Sta per dilagare il fenomeno soul, unitamente a r&b e blues urbano, che già stanno là come grande tentazione: dapprima lui si muove coi Sensational Nightingales e poi fa il grande salto. Nel ’67 firma per la One-derful, ottenendo il primo, solo discreto hit, con That’s How It His, poi un secondo, con A Lasting Love. L’anno dopo è la volta di She’s About A Mover (hit del ’65 del Sir Douglas Quintet), per la Cotillon (Atlantic).

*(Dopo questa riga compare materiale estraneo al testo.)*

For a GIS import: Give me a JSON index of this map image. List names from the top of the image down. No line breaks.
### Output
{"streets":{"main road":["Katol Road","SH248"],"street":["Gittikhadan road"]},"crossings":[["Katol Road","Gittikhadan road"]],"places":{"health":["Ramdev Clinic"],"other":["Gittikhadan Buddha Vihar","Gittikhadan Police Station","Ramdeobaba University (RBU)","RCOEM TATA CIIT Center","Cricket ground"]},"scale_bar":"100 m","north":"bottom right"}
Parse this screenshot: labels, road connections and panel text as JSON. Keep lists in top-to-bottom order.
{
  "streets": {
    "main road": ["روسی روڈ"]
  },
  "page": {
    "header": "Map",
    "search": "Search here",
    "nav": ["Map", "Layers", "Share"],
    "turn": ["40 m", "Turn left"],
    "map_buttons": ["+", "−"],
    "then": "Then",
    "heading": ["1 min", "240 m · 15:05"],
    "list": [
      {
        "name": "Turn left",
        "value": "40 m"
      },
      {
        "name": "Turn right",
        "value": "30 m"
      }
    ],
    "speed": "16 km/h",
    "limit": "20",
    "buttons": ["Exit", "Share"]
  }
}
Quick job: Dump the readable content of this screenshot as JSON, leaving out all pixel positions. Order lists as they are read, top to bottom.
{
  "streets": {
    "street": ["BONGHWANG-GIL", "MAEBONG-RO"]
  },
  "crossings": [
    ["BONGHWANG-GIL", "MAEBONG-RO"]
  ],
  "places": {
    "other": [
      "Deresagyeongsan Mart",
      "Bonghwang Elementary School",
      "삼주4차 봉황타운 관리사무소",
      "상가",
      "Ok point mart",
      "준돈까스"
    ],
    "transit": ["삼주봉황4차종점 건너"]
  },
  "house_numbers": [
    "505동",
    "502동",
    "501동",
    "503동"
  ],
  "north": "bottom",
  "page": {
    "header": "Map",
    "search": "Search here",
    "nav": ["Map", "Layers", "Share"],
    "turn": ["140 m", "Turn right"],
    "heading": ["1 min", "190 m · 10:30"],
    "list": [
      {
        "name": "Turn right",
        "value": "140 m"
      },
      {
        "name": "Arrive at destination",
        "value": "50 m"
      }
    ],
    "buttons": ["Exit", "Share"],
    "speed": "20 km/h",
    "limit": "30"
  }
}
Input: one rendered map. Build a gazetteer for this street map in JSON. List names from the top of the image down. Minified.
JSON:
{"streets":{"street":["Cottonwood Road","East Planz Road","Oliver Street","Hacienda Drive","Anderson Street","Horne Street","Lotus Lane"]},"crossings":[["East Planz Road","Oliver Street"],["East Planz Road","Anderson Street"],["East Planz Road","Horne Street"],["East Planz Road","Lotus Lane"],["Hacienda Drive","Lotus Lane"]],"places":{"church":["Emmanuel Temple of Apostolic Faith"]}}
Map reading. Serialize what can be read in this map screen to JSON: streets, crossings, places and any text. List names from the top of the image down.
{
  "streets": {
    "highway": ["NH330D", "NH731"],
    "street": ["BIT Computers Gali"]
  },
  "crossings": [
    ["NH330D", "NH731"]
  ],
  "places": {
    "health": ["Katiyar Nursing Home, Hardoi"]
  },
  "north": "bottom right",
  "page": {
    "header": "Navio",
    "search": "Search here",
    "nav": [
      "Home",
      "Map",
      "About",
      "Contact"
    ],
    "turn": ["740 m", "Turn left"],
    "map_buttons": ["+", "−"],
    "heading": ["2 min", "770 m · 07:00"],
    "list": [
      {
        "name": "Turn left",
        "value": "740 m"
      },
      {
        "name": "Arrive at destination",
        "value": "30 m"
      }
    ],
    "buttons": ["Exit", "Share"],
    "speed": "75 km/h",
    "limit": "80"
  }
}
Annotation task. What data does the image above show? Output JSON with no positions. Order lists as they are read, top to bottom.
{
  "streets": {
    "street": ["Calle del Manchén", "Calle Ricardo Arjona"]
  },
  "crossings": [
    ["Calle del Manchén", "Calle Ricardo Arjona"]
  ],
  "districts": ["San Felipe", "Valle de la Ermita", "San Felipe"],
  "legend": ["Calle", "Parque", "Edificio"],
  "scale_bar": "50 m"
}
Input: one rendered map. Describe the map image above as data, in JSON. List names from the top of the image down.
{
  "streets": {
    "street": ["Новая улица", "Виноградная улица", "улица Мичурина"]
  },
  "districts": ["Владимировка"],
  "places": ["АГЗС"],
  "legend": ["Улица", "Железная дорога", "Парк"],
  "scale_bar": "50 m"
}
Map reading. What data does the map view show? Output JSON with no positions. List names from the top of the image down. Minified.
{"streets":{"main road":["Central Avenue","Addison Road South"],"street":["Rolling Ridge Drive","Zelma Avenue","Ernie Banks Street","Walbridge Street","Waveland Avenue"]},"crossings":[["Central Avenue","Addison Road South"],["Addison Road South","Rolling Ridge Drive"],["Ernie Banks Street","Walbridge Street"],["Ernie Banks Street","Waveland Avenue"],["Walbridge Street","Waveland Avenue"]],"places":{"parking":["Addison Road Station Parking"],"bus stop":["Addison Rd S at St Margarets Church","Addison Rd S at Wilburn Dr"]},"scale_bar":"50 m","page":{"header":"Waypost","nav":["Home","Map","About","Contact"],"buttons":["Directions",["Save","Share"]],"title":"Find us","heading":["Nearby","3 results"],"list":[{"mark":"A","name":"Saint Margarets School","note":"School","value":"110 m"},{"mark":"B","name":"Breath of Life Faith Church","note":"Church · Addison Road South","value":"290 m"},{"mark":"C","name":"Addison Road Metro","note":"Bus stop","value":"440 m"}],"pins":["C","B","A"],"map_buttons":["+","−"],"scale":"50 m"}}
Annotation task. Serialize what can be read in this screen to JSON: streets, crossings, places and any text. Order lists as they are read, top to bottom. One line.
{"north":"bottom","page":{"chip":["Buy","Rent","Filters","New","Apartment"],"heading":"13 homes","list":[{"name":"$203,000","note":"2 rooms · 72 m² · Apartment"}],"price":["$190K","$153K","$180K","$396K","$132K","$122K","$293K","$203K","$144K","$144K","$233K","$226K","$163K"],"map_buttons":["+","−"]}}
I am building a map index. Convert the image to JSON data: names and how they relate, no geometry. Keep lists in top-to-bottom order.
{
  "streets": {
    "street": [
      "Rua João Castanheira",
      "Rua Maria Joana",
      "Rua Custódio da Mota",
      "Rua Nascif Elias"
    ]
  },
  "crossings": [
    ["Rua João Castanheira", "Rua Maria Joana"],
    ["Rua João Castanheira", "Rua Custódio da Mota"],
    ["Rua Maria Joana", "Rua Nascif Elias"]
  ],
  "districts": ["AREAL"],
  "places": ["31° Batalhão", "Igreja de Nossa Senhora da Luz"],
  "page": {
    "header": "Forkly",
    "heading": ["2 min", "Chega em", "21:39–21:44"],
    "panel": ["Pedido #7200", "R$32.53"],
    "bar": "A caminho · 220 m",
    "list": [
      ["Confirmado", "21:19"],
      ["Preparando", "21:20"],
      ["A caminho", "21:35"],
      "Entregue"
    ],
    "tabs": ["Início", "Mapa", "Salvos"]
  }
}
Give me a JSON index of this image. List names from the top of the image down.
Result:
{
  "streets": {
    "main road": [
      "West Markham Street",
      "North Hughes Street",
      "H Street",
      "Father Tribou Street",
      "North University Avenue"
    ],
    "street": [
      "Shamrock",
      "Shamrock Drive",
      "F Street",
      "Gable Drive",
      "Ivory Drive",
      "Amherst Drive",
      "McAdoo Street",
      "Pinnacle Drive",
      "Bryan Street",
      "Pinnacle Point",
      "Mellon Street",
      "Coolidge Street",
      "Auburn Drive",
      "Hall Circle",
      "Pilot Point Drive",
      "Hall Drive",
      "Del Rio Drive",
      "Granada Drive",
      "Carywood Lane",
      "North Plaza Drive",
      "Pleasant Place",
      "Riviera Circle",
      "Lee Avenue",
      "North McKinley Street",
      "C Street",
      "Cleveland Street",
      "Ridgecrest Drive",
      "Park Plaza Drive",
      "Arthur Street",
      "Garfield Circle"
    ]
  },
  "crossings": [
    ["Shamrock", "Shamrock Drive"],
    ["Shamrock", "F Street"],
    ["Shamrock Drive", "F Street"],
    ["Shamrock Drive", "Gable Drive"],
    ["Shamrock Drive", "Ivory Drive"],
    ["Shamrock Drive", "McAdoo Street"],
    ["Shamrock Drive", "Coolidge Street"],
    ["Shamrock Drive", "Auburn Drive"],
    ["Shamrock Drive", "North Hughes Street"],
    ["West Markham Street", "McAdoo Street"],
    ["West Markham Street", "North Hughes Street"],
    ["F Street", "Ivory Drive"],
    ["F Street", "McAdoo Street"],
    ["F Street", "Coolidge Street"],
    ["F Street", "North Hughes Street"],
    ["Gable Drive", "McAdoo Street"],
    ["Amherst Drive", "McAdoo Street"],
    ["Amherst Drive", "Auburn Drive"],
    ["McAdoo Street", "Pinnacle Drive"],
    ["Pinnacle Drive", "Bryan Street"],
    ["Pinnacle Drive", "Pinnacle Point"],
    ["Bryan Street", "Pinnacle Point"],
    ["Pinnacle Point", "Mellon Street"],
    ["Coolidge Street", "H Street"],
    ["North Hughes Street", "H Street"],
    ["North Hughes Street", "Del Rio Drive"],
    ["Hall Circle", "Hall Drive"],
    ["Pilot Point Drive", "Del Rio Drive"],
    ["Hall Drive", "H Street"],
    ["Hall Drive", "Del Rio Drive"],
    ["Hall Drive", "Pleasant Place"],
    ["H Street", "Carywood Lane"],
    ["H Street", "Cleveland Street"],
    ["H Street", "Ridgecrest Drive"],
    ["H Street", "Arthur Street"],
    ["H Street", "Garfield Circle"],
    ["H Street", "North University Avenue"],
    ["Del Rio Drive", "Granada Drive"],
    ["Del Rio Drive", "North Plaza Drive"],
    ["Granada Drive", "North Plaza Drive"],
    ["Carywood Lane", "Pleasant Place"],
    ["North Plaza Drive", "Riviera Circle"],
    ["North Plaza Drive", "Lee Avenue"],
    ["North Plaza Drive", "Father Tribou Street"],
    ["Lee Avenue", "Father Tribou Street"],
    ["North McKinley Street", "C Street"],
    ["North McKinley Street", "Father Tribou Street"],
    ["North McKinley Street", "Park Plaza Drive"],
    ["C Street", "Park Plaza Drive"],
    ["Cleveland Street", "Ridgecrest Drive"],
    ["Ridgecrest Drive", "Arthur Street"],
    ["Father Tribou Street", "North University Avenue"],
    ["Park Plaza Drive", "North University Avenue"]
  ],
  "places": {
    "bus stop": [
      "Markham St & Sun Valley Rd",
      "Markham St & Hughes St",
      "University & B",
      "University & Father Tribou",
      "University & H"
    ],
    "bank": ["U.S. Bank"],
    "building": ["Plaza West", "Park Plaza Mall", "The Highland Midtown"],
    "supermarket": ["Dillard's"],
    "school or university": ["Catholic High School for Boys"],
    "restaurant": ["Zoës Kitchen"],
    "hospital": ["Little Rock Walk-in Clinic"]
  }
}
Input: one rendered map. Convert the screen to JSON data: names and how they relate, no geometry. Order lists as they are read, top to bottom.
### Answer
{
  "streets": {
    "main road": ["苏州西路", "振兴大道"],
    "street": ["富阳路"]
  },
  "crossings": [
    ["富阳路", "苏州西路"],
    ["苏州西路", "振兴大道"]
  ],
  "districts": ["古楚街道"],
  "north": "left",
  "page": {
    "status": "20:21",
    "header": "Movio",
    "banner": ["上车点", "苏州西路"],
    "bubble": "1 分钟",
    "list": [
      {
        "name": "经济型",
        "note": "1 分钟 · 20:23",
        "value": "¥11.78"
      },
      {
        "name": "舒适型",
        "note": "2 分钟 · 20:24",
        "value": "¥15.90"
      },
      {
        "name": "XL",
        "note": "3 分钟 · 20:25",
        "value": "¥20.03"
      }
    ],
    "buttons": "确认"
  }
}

Nel ’71 passa alla Hi, dove trova Willie Mitchell che gli procura il suo più importante successo con Try To Live My Life Without You, ancora una volta mettendo in mostra una voce marcatamente soul e uno stile personale. Nel ’75 fonda la sua etichetta, Echo, e va a ripescare anche i suoi vecchi compagni, i Gospel Songbirds. Certo i mezzi tecnici non possono competere con quelli di altre case e le qualità delle incisioni risulta un po’ artificiosa, ma lui mantiene sempre un livello qualitativo apprezzabile. Particolarmente amato anche in Giappone, dove ha effettuato concerti da cui ne sono uscite alcune belle registrazioni, Clay aveva di recente pubblicato un CD con Billy Price (This Time For Real) di buona fattura.
Ho avuto modo di assistere a qualche sua performance anni fa in Italia, e l’impressione era stata quella di un artista eccellente, con la signorilità e un certo distacco che lo tengono sempre un po’ distante (quanto rispettato) dall’esuberanza di altri cantanti soul e r&b. Questi sono, in breve, i segni che lascia ora che ci ha salutato, per sempre, da Chicago, il 6 febbraio. Hi Otis!